Metadata-Version: 2.1
Name: stlflib
Version: 1.1.0
Summary: Short-Term Forecasting of Regional Electrical Load Based on CatBoost Model
Home-page: https://github.com/caapel/ForecastPowerEnergy
Author: caapel
Author-email: caapel@mail.ru
License: KSPEU License
Project-URL: GitHub, https://github.com/caapel/ForecastPowerEnergy
Keywords: STLF
Classifier: Programming Language :: Python :: 3.10
Classifier: License :: Other/Proprietary License
Classifier: Operating System :: OS Independent
Requires-Python: >=3.10
Description-Content-Type: text/markdown
Requires-Dist: shap==0.47.0
Requires-Dist: ephem
Requires-Dist: requests
Requires-Dist: beautifulsoup4
Requires-Dist: tqdm
Requires-Dist: numpy==1.25.2
Requires-Dist: pandas
Requires-Dist: seaborn
Requires-Dist: matplotlib
Requires-Dist: catboost
Requires-Dist: graphviz
Requires-Dist: scikit-learn
Requires-Dist: ipywidgets
Requires-Dist: openpyxl==3.1.2

# Short-Term Load Forecasting Based on CatBoost Model Library (STLFLib)

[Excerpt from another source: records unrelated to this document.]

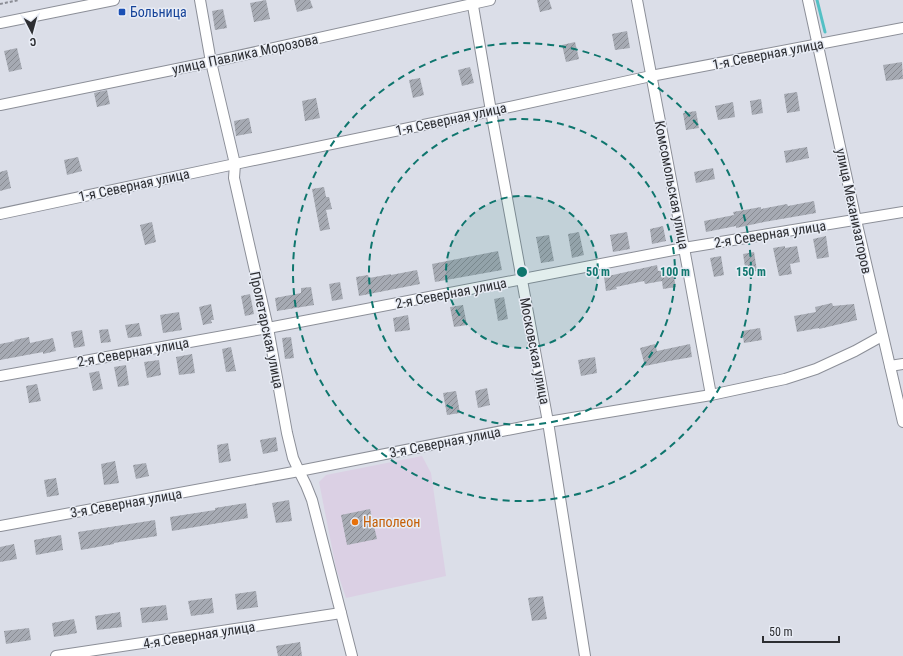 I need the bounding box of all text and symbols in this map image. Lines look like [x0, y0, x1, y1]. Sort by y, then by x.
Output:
place label: Больница [130, 4, 187, 20]
marker: Больница [117, 7, 127, 17]
north arrow [12, 12, 52, 52]
street label: улица Павлика Морозова [170, 31, 320, 77]
text: С [29, 35, 37, 48]
street label: 1-я Северная улица [711, 35, 825, 73]
street label: 1-я Северная улица [394, 99, 508, 139]
street label: Комсомольская улица [652, 119, 692, 251]
street label: улица Механизаторов [833, 147, 875, 275]
street label: 1-я Северная улица [77, 165, 191, 205]
street label: 2-я Северная улица [713, 217, 827, 251]
centre of rings [515, 265, 529, 279]
text: 50 m [586, 265, 610, 279]
text: 100 m [660, 265, 690, 279]
text: 150 m [736, 265, 766, 279]
street label: Пролетарская улица [247, 270, 287, 390]
street label: 2-я Северная улица [394, 274, 508, 312]
street label: Московская улица [517, 296, 553, 406]
street label: 2-я Северная улица [76, 334, 190, 370]
street label: 3-я Северная улица [388, 423, 502, 461]
street label: 3-я Северная улица [69, 485, 183, 521]
place label: Наполеон [363, 514, 420, 530]
marker: Наполеон [350, 517, 360, 527]
street label: 4-я Северная улица [142, 618, 256, 652]
scale bar [763, 618, 839, 644]
text: 50 m [769, 625, 793, 639]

This is a Python STLF machine learning library designed for generating energy consumption bids for the DAM (day-ahead market). 
The library is distributed under the KSPEU license ([RU 2025688100](https://new.fips.ru/registers-doc-view/fips_servlet?DB=EVM&DocNumber=2025688100&TypeFile=html)). For commercial use, please contact the author: caapel@mail.ru.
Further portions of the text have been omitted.